Francis Brannen Vick, editor

(Fort Worth: TCU Press, 2008)
Hardcover
Pages 384
ISBN: 978-0875653820
$29.95

Review by Dr. Kirk Bane,
Central Texas Historical Association

November 1, 2023
Lon Tinkle wrote for the DALLAS MORNING NEWS, taught literature at Southern Methodist University, served as president of the Texas Institute of Letters, and is best known for authoring the prize-winning history, THIRTEEN DAYS TO GLORY: THE SIEGE OF THE ALAMO (1958). In THE KEY TO DALLAS, published in 1965, he observed: "Dallas is a city on the go. The people of Dallas like to do things; they prefer action to sitting around and talking and thinking about it. The city strikes the eye with all the brightness and freshness of a newly minted silver dollar. Most cities look weathered, like sturdy trees, or like ships at anchor after a long voyage. Dallas, with its aluminum-skin buildings and its gleaming white structures, reminds you more of a jet plane ready to take off…Some of the people are rich, very rich—like certain oil millionaires. They live in mansions on big estates. They have their own private airplanes and pilots ready to whisk them at a moment's notice to and from their large Texas ranches, their private islands in the Gulf of Mexico…their other homes scattered in distant places around the globe…Some are poor, very poor-like hundreds of Dallas families, white and black, who live in flimsy wooden shacks on dusty streets (or muddy in the rainy season), without city water or sewers to serve them."

Professor Tinkle's assessment of Dallas is just one of more than seventy-five entries in Frances Brannen Vick's superb anthology, LITERARY DALLAS. In addition to Tinkle, other authors, many of whom will be familiar to Texas readers, include A. C. Greene, Wayne Gard, Frank X. Tolbert, Ruthe Winegarten, John Neal Phillips, Kent Biffle, Lee Cullum, Lawrence Wright, Darwin Payne, Bryan Woolley, Bud Shrake, Paul Crume, Grover Lewis, Evelyn Oppenheimer, Jay Dunston Milner, Tracy Daugherty, Skip Hollandsworth, and Prudence Mackintosh. Dr. Vick, director of the University of North Texas Press and former president of the Texas State Historical Association, divides her collection into three segments: "Part One: From the Beginnings to 1963," "Part Two: The Kennedy Assassination and Its Aftermath," and "Part Three: The Rebuilding and Growing-1964 to 2008."

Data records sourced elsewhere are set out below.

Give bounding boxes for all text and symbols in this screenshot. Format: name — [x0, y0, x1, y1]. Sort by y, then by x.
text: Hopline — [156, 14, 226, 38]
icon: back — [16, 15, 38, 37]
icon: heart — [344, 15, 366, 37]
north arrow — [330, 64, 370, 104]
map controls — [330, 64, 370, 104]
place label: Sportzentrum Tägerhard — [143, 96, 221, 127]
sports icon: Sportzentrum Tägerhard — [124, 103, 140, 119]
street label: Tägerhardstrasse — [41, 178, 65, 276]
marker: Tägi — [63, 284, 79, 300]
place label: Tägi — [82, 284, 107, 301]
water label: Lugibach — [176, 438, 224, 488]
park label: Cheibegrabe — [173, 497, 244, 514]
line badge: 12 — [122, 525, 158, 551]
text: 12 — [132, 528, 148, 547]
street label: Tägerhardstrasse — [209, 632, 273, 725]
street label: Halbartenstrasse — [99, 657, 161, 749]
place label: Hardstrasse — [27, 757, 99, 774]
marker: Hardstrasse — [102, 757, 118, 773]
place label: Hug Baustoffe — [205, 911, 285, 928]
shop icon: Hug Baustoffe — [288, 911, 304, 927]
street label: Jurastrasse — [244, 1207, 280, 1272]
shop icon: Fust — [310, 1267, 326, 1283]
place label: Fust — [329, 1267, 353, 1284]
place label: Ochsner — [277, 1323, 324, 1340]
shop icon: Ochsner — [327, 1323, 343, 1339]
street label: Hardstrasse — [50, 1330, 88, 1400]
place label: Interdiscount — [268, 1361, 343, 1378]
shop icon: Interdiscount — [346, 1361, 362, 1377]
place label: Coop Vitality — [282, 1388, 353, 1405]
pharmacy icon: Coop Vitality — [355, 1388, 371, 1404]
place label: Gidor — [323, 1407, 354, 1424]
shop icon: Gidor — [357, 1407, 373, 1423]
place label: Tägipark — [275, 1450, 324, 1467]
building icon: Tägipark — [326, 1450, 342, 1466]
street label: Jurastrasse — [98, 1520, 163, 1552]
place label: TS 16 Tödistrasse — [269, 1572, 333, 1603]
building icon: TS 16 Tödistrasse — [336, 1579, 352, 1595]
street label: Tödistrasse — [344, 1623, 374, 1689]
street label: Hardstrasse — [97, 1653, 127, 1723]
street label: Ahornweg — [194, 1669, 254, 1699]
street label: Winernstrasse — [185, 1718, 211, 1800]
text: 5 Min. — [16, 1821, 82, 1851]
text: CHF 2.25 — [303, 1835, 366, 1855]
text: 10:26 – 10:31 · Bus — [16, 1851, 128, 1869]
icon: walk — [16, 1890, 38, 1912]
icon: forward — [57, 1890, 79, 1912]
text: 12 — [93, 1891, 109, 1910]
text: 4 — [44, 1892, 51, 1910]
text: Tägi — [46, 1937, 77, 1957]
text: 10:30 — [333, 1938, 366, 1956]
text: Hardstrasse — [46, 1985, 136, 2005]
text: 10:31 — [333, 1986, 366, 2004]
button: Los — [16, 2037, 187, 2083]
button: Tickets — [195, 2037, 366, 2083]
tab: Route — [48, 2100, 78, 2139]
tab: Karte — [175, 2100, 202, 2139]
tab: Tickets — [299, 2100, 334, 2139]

Some of the most captivating selections revolve around President Kennedy's murder. Lawrence Wright, for instance, insightfully evaluates the disposition of Dallas in the period prior to November 1963. "The superheated political climate in the city," he asserts, "brought ordinary life to a rolling boil…The brakes were off in Dallas." And novelist Bud Shrake vividly describes JFK's tragic death in Dealey Plaza. "The first two shots," Shrake writes, "echoed through the plaza, bounced off the county jail and the Depository, caroming around the plaza, and people were running, falling, dodging, throwing themselves onto the ground as in war movies. On the grassy knoll I saw figures scattering, and Kennedy continued to lean in the creeping Lincoln…POP…Pieces of skull sailed out of Kennedy's head. A red spray flew out, as if a stone had been thrown into a pot of tomato soup…At last the car moved. As the president's wife began scrambling out of the back of the car, out of this blood and madness, at last the car moved forward, carrying its passengers too late down into the underpass."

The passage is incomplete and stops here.